Hint: You might want to use methods flatMap and groupByKey on RDD for this part.

Computing the ranking, ''rankLangsUsingIndex''

Use the makeIndex method implemented in the previous part to implement a faster method for computing the language ranking.

Like in part 1, rankLangsUsingIndex should compute a list of pairs where the second component of the pair is the number of articles that mention the language (the first component of the pair is the name of the language).

Again, the list should be sorted in descending order. That is, according to this ranking, the pair with the highest second component (the count) should be the first element of the list.

Hint: method mapValues on PairRDD could be useful for this part.

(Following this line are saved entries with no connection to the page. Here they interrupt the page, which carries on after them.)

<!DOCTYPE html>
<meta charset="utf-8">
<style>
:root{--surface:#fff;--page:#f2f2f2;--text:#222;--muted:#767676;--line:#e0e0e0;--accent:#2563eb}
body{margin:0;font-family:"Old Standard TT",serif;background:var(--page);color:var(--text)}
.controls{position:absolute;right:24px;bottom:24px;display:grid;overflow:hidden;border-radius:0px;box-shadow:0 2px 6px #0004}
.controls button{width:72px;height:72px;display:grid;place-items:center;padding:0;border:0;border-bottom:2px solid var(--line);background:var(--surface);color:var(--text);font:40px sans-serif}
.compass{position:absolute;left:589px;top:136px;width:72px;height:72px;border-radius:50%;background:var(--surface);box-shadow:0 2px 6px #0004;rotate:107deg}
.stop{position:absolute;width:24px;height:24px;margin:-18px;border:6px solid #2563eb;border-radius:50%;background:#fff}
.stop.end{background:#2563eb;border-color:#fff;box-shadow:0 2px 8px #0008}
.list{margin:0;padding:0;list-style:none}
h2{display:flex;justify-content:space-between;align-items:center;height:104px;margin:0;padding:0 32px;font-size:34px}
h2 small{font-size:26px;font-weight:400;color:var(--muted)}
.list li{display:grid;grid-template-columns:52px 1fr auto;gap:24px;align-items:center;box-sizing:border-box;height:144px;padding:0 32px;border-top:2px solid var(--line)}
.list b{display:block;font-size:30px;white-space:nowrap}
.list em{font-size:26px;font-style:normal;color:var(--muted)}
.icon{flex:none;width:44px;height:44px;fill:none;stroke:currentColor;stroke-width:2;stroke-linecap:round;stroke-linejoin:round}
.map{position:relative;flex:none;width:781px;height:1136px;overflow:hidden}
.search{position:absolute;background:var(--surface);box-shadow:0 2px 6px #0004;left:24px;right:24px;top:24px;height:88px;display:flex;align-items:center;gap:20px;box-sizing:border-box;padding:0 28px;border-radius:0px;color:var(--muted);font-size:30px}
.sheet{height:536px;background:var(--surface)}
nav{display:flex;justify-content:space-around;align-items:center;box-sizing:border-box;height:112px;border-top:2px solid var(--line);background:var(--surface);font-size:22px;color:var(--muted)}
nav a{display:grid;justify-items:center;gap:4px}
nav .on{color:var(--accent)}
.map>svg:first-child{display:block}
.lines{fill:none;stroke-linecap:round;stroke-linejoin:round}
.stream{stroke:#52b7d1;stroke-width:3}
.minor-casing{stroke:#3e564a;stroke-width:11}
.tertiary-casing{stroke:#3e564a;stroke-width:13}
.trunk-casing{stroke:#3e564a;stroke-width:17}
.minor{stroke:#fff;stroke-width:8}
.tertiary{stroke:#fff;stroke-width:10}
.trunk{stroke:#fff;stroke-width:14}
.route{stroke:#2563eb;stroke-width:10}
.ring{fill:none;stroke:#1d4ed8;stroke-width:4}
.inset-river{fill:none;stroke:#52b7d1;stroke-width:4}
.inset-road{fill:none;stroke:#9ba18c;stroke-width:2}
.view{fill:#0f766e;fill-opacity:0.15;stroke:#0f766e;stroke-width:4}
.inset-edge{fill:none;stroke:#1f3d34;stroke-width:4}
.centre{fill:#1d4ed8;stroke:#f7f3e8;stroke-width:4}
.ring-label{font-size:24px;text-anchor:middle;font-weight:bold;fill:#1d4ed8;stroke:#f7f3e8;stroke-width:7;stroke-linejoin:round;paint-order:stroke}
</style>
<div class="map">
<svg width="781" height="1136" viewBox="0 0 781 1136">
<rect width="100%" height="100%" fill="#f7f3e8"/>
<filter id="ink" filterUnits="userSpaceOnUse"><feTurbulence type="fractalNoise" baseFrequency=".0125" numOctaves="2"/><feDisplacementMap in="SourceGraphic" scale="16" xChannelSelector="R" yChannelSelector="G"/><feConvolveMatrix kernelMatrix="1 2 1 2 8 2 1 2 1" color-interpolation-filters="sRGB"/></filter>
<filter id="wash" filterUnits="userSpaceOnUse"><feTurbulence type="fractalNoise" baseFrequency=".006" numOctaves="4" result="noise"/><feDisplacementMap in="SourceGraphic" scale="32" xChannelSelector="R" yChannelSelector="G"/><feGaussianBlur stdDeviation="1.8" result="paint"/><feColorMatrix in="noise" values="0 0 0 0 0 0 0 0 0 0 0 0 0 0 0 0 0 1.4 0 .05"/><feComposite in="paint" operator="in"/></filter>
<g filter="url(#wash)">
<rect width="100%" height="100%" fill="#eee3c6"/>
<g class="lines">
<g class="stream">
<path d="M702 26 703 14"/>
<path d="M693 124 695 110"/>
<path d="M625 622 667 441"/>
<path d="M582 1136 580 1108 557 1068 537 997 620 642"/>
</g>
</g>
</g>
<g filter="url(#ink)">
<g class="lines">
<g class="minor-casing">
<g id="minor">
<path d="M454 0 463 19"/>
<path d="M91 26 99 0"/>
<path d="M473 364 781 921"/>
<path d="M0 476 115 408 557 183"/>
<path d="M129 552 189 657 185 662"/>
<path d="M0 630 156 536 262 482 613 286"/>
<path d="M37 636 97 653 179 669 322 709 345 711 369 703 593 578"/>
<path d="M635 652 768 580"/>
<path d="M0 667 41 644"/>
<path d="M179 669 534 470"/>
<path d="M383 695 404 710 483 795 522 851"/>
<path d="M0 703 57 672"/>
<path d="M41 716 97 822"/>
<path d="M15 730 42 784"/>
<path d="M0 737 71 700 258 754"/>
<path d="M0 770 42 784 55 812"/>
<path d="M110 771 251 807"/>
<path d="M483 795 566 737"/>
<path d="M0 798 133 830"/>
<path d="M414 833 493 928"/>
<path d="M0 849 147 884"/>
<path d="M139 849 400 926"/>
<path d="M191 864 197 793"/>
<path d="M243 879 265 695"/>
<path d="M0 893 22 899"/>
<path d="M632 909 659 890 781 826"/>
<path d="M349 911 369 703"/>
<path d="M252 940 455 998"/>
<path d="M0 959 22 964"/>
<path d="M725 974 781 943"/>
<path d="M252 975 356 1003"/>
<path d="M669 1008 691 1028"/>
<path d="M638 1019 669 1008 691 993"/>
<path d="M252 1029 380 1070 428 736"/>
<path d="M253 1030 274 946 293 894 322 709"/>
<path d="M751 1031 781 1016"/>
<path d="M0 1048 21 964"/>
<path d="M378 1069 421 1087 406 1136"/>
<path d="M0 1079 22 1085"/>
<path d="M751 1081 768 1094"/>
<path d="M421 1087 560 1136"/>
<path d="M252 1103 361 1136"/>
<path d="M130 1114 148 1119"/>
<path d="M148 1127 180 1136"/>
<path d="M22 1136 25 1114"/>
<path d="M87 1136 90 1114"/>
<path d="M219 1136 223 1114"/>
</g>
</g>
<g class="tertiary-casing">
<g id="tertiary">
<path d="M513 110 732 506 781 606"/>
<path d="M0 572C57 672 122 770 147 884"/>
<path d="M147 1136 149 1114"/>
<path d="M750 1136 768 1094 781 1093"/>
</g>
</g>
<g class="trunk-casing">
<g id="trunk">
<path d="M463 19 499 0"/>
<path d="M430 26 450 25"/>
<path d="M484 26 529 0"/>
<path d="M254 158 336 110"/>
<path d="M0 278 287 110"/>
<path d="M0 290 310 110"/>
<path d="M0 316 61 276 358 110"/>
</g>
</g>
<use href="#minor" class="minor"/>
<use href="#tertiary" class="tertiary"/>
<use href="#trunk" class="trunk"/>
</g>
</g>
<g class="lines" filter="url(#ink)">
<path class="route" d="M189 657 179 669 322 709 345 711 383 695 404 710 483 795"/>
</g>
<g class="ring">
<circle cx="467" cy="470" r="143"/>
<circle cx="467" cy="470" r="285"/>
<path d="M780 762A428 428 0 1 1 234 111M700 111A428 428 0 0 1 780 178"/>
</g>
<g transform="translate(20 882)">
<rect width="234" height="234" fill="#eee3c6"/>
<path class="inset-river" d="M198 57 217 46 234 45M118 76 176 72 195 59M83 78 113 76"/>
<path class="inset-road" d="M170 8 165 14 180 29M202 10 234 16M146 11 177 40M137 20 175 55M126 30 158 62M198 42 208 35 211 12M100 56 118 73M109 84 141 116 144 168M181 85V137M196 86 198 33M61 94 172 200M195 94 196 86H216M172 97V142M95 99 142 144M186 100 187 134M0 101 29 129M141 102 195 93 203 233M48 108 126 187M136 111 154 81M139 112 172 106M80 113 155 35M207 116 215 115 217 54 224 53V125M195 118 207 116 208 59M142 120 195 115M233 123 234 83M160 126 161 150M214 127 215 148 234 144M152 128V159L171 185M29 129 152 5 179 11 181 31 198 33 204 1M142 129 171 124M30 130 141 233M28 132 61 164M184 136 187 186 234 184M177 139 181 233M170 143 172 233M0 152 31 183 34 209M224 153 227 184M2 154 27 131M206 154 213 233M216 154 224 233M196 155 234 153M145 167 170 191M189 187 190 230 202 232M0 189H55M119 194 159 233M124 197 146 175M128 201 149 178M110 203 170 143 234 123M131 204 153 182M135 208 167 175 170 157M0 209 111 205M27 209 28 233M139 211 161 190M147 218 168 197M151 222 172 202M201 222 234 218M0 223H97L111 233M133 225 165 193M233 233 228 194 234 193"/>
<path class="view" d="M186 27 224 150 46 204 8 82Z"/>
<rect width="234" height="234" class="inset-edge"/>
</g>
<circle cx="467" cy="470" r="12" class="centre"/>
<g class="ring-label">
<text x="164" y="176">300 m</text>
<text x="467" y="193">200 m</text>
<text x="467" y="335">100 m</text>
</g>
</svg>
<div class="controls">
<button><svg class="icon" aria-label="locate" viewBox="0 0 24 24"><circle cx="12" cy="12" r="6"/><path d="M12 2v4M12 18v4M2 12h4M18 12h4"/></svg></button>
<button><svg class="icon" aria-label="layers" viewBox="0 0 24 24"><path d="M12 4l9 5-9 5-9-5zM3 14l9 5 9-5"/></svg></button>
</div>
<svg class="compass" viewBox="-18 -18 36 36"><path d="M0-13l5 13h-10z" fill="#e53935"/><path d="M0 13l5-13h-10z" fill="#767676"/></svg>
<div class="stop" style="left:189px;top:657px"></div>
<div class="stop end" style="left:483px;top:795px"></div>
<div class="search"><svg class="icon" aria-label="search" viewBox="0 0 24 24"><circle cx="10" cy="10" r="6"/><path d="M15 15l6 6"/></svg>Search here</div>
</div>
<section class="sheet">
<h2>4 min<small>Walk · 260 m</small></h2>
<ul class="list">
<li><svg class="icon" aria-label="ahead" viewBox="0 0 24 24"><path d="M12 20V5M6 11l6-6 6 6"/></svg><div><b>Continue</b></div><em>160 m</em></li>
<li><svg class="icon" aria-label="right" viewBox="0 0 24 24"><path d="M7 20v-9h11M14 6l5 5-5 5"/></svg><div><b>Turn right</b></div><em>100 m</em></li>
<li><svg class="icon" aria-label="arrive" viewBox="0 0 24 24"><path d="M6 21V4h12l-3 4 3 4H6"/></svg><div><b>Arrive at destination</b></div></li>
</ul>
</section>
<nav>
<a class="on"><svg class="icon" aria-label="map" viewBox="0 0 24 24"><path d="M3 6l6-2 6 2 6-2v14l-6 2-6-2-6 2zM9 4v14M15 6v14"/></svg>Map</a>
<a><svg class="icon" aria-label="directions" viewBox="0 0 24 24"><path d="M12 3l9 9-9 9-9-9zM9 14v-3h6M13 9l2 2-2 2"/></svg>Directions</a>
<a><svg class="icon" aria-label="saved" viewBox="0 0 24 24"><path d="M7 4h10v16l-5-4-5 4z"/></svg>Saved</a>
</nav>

Can you notice a performance improvement over attempt #2? Why?

Rank languages attempt #3: ''rankLangsReduceByKey''

In the case where the inverted index from above is only used for computing the ranking and for no other task (full-text search, say), it is more efficient to use the reduceByKey method to compute the ranking directly, without first computing an inverted index. Note that the reduceByKey method is only defined for RDDs containing pairs (each pair is interpreted as a key-value pair).

Implement the rankLangsReduceByKey method, this time computing the ranking without the inverted index, using reduceByKey.

Like in part 1 and 2, rankLangsReduceByKey should compute a list of pairs where the second component of the pair is the number of articles that mention the language (the first component of the pair is the name of the language).

Again, the list should be sorted in descending order. That is, according to this ranking, the pair with the highest second component (the count) should be the first element of the list.

Can you notice an improvement in performance compared to measuring both the computation of the index and the computation of the ranking as we did in attempt #2? If so, can you think of a reason?